The National Centre for Truth and Reconciliation has designated September 27- October 1 as Reconciliation Week in Canada.

This is a 5-day national event that will continue the conversations from Every Child Matters. Important conversations including the truths of the Indigenous treaties, First Nation, Métis and Inuit land claims, and the residential schools system. This online event will provide historical workshops, exclusive video content, and activities for students — all supported by artistic and cultural performances by First Nations, Métis, and Inuit artists”.  To register for these events visit the NCTR website:

National Truth and Reconciliation Day

September 30, 2021 has been declared a Federal holiday to give federally regulated employees a day off to use as an opportunity to reflect and commemorate the legacy of residential schools and honour its survivors. This fulfills one of the 94 recommendations in the Truth and Reconciliation Commission’s final report. Several provinces, the North West Territories, many municipalities and private companies have also declared it a holiday and will be hosting commemorative events.

September 30 is also Orange Shirt Day

Orange Shirt Day invites Canadians to wear orange shirts on September 30th to honour survivors of residential schools, their families, and their communities. The day grew out of a commemorative gathering and reunion for survivors of St. Joseph Mission Residential School, where survivor Phyllis Webstad (Jack) shared her experiences as a child.

To read Phyllis’ story in her own words, click below.

Trigger warning:  The details of Phyllis’s story may be difficult to read.

Phyllis’ Story (

Each year on September 30th, people from all over Canada are invited to wear orange in honour of Orange Shirt Day and to remind ourselves that “Every Child Matters”.

“The annual Orange Shirt Day on September 30th opens the door to global conversation on all aspects of Residential Schools. It is an opportunity to create meaningful discussion about the effects of Residential Schools and the legacy they have left behind.  A discussion all Canadians can tune into and create bridges with each other for reconciliation.  A day for survivors to be reaffirmed that they matter, and so do those that have been affected.  Every Child Matters, even if they are an adult, from now on.”

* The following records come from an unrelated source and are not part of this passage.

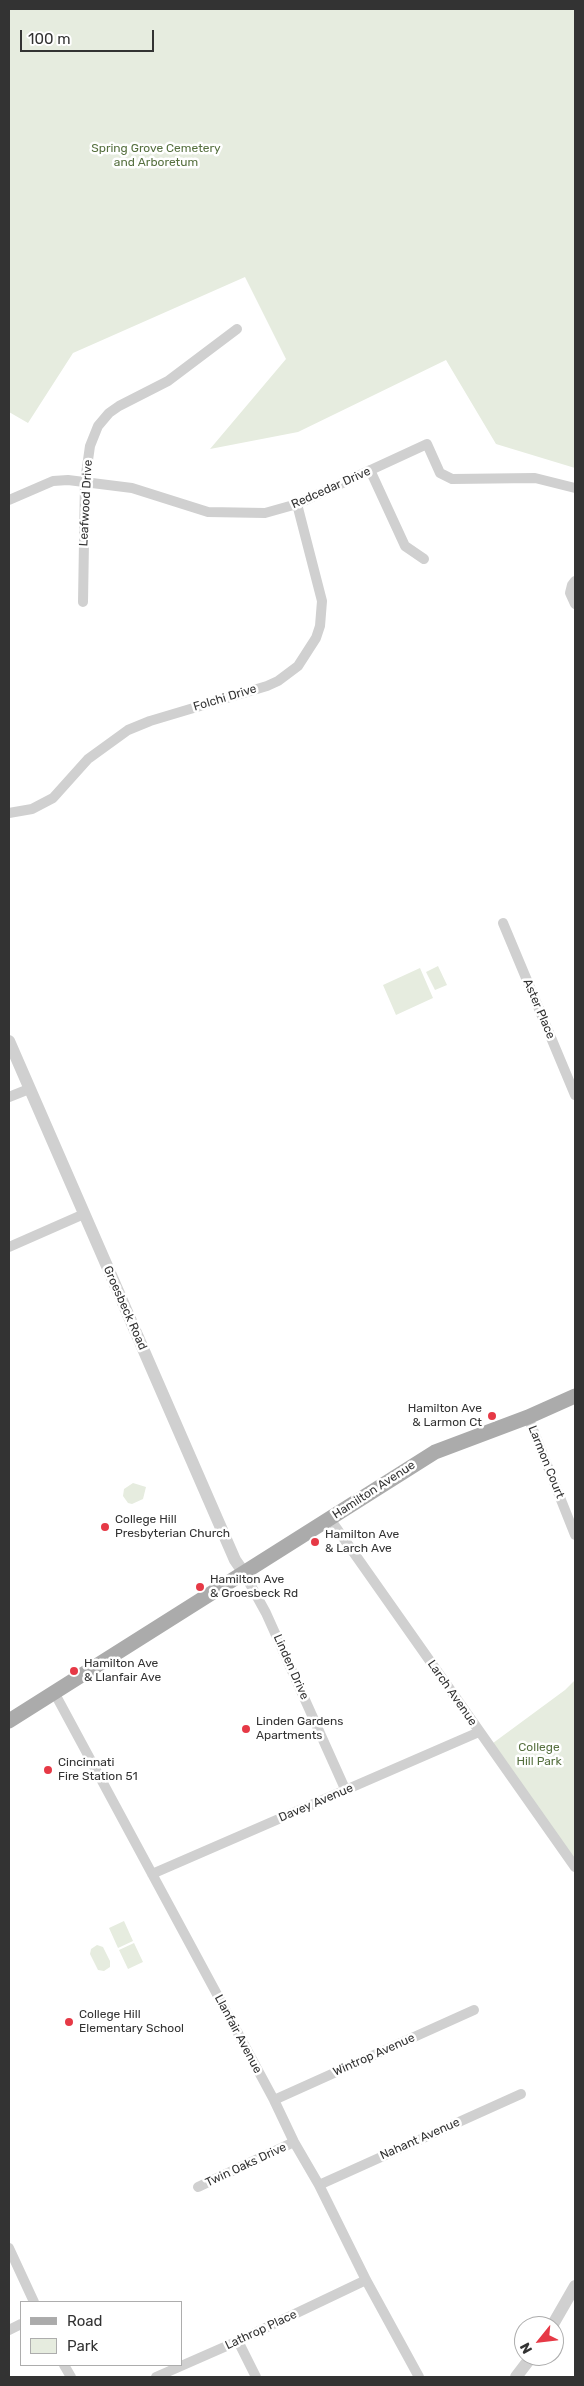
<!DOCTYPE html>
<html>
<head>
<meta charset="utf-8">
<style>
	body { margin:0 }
	#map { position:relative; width:584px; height:2386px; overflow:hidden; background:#fff; font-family:Rubik,sans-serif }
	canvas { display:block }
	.frame { position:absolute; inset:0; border:10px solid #333; pointer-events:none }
	.legend { position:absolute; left:20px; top:2301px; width:162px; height:65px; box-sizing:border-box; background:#fff; border:1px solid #adadad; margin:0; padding:6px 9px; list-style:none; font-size:15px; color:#333 }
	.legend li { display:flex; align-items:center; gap:10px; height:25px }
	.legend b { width:25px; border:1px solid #adadad }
	.north { position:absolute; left:514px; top:2316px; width:50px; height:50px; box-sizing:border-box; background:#fff; border:1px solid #adadad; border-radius:50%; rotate:241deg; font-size:14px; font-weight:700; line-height:20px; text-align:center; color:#333 }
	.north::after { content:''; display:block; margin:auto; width:18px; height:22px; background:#e63946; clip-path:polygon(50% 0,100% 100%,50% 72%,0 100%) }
	.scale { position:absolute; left:20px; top:30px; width:134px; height:22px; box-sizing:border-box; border:2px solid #333; border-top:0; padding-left:6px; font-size:15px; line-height:18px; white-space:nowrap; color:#333; -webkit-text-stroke:4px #fff; paint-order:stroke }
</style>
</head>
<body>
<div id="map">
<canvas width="584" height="2386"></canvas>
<div class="frame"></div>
<ul class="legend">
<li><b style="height:6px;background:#ababab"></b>Road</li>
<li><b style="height:14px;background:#e6ecdf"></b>Park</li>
</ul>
<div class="north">N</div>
<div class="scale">100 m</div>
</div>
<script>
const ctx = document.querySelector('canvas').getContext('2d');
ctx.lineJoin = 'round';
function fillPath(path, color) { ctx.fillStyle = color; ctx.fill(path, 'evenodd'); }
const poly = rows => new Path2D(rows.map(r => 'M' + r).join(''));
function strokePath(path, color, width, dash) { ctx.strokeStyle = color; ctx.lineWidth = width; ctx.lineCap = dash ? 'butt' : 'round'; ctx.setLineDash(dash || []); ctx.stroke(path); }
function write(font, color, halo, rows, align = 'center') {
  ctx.font = font + ' Rubik,sans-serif'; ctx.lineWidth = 5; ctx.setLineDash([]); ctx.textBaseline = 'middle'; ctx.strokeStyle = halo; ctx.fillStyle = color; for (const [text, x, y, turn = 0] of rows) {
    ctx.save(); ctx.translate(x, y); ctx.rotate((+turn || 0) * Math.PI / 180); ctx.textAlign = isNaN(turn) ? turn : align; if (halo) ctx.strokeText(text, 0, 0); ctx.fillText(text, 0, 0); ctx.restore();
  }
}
fillPath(poly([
	[9,9,575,9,575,468,496,444,446,360,298,432,210,449,286,359,245,277,73,353,28,423,9,412],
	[438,966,447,985,435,990,426,972],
	[420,968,433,998,396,1015,383,985],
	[133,1483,146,1487,143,1499,132,1504,128,1503,123,1496,124,1489],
	[575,1680,575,1867,489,1746,565,1690],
	[124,1921,133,1941,118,1948,109,1928],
	[134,1943,143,1962,128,1969,119,1950],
	[97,1945,103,1947,110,1961,110,1967,104,1971,98,1970,90,1954,91,1949]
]), '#e6ecdf');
strokePath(poly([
	[370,470,405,546,424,559],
	[9,500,53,481,68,480,132,488,208,512,265,513,297,504,427,444,440,473,452,479,535,478,575,488],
	[575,581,572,585,570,593,575,604],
	[83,602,85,481,90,446,98,426,109,413,119,406,168,381,237,329],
	[9,813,32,809,53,798,88,759,128,730,150,721,267,686,278,681,298,666,316,638,320,626,322,601,297,504],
	[503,923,575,1095],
	[9,1097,29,1089],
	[9,1247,84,1214],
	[528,1417,575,1535],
	[330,1519,575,1867],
	[244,1573,266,1613,346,1791],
	[54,1692,274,2100,294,2142,319,2185,366,2280,419,2377],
	[152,1874,479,1732],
	[274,2100,474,2010],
	[319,2185,521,2094],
	[198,2187,294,2142],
	[9,2248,34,2302],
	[9,2330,21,2324],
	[238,2341,256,2377],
	[64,2365,71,2377],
	[156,2377,238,2341,366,2280]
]), '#d0d0d0', 10);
strokePath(poly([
	[9,1041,235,1560,244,1573],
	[552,2326,575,2286],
	[516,2377,532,2356]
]), '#d0d0d0', 12);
strokePath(poly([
	[9,1721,435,1452,528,1417,575,1396]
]), '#ababab', 15);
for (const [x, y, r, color] of [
	[492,1416,5,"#e63946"],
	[105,1527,5,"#e63946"],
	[315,1542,5,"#e63946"],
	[200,1587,5,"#e63946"],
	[74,1671,5,"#e63946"],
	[246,1729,5,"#e63946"],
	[48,1770,5,"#e63946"],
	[69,2022,5,"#e63946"]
]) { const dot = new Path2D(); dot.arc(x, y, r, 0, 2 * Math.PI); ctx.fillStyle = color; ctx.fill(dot); strokePath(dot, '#fff', 2); }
write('12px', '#56703f', '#fff', [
	["Spring Grove Cemetery",156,149],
	["and Arboretum",156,163],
	["College",539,1748],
	["Hill Park",539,1762]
]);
write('12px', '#333', '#fff', [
	["Redcedar Drive",331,488,-24],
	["Leafwood Drive",86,503,-87],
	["Folchi Drive",225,698,-17],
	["Aster Place",539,1009,67],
	["Groesbeck Road",125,1308,66],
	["Larmon Court",546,1462,68],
	["Hamilton Avenue",374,1490,-33],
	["Linden Drive",291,1667,66],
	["Larch Avenue",452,1693,55],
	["Davey Avenue",316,1803,-23],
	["Llanfair Avenue",238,2034,62],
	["Wintrop Avenue",374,2055,-24],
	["Nahant Avenue",420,2139,-24],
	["Twin Oaks Drive",246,2165,-25],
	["Lathrop Place",261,2330,-25]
]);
write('12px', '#333', '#fff', [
	["Hamilton Ave",482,1409,"right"],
	["& Larmon Ct",482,1423,"right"],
	["College Hill",115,1520],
	["Presbyterian Church",115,1534],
	["Hamilton Ave",325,1535],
	["& Larch Ave",325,1549],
	["Hamilton Ave",210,1580],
	["& Groesbeck Rd",210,1594],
	["Hamilton Ave",84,1664],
	["& Llanfair Ave",84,1678],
	["Linden Gardens",256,1722],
	["Apartments",256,1736],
	["Cincinnati",58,1763],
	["Fire Station 51",58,1777],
	["College Hill",79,2015],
	["Elementary School",79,2029]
], 'left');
</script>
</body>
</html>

(Link to Orange Shirt Day website)

Barnes Management Group


We understand that reconciliation is a process that requires us to be cognizant of the history and impacts of colonization on Canada’s First People. We commit to working towards truth, justice, forgiveness, healing and reparation. Barnes Management Group (BMG) has worked alongside Indigenous leadership, organizations and communities for twenty years. We have always believed the United Nations Declaration of the Rights of Indigenous People (UNDRIP) was an excellent framework for reconciliation and applied the principles in our practice approach. Our engagement is always based on respectful relationship building and ensuring prior consent and ownership of information is with the Indigenous community or organization. We select consultants to work on our projects with Indigenous organizations and communities carefully to ensure they espouse the tenets of reconciliation. We are committed to Indigenous People exercising their constitutional rights under section 35 of the Charter of Rights and Freedoms; the reclamation of jurisdiction over child and family services under the federal legislation “An Act respecting First Nation, Inuit and Metis children, youth and families”. We welcome the recent federal legislation  “The United Nations Declaration on the Rights of Indigenous Peoples Act; and are strong advocates for the recent planning process occurring across Canada to develop “Distinctions Based Health Legislation” with the Federal government, Indigenous leaders, the provinces and territories, to improve access to high-quality, culturally relevant health services. We believe that Indigenous people in Canada have the right to self-determination in all aspects of their lives, including land and treaty rights.

Values and Beliefs

At BMG we approach our work with the following values and beliefs:

We acknowledge that the experience of colonialism and resulting inter-generational trauma requires a systematic approach that addresses the broader social, economic and historical contexts of the communities.

We believe that the well-being of Indigenous people and inequities suffered are rooted in racism, marginalization, and social exclusion.

We subscribe to the approach that Indigenous ways of knowing and being, including the concepts of spirituality, connectedness and reciprocity to the land, self-reliance and self-determination advances health equality and positive outcomes for families and communities.

We understand the critical importance of collaboration and engagement with Indigenous people.

In all aspects of our work, we respect local and traditional knowledge.

We believe in transparency and being held accountable for our work.